Microsoft is working on a single version of Outlook that will replace its current Windows 10 email and calendar applications, as well as its legacy Outlook Win 32 client with a single Outlook client for Windows and Mac. The new email / calendar client , codenamed “Project Monarch”, according to Windows Central, is part of the company’s “One Outlook” plan and will be derived from the current Outlook Web application.

Currently, you can view the Microsoft One Outlook dashboard website by visiting aka.ms/monarch. (See the embedded screenshot, courtesy of @TeroAlhonen.)

“One Outlook (or ‘Monarch’) is the new version of Outlook designed for large screen experiences. This includes Windows Desktop (win32 and UWP; Intel and ARM), Outlook Web Access (OWA) and macOS Desktop,” according to a description in the One Outlook Dashboard. (Thanks, @WinObs.)

In the days of Windows 8, Microsoft employees insisted that the integrated Mail and Calendar applications, which are less functional than Outlook, represented the future of mail at Microsoft. (At one point, rumors arose that Microsoft was considering renaming the Mail and Calendar application package “Outlook”, which would make the messy situation even worse with many different products, all called “Outlook”.)

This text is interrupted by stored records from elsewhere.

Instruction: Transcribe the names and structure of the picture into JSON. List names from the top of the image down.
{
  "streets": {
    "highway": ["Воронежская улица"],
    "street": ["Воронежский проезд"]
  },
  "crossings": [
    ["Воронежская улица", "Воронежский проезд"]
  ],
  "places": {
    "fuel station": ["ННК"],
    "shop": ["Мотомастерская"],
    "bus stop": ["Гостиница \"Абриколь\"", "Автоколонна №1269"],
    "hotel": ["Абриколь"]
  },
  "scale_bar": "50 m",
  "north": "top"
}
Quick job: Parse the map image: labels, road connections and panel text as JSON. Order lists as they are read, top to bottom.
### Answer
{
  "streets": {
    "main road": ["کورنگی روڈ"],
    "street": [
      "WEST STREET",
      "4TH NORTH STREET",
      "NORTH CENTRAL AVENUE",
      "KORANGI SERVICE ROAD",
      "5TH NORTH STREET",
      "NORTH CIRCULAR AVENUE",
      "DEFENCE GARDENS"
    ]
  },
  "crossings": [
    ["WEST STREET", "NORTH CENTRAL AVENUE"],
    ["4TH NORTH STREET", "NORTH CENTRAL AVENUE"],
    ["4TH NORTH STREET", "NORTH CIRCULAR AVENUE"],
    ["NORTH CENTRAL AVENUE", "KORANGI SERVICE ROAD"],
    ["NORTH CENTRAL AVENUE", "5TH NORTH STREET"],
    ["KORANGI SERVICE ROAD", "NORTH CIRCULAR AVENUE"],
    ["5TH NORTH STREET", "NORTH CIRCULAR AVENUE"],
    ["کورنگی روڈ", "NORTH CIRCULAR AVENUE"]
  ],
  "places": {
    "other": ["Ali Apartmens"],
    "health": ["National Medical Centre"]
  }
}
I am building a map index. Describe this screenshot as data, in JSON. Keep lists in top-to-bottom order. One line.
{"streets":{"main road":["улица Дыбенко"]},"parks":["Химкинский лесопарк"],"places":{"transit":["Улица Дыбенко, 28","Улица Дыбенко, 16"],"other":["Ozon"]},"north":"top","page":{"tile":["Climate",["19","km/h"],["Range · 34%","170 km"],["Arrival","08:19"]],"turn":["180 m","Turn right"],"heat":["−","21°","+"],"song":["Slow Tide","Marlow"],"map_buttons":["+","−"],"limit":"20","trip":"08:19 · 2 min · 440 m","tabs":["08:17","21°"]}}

Since Microsoft moved away from Windows 8 and its original Universal Windows Platform (UWP) strategy, the company has started adding new features to Outlook for the Web. So far, however, it has continued to maintain email applications. and existing calendar for some reason, instead of making all of your Outlook-based email applications.

Microsoft currently has different versions of Outlook for Windows, Mac, Web, iOS and Android devices (based on the Acompli technology it acquired), all of which its employees tend to refer to as the old “Outlook”.

Windows Central reports that users can see a preview of the new ‘One Outlook’ client until the end of 2021, but that it will not replace the Mail and Calendar applications integrated in Windows 10 until sometime in 2022. WC also says A Microsoft’s intention to replace the legacy Outlook Win32 client “much further.”

I asked Microsoft for a comment on the One Outlook / Monarch reports. No word back yet. Update: A spokesman said the company “has nothing to share”. (First “nothing to share” in the new year. Now it looks like we’re really back to work!)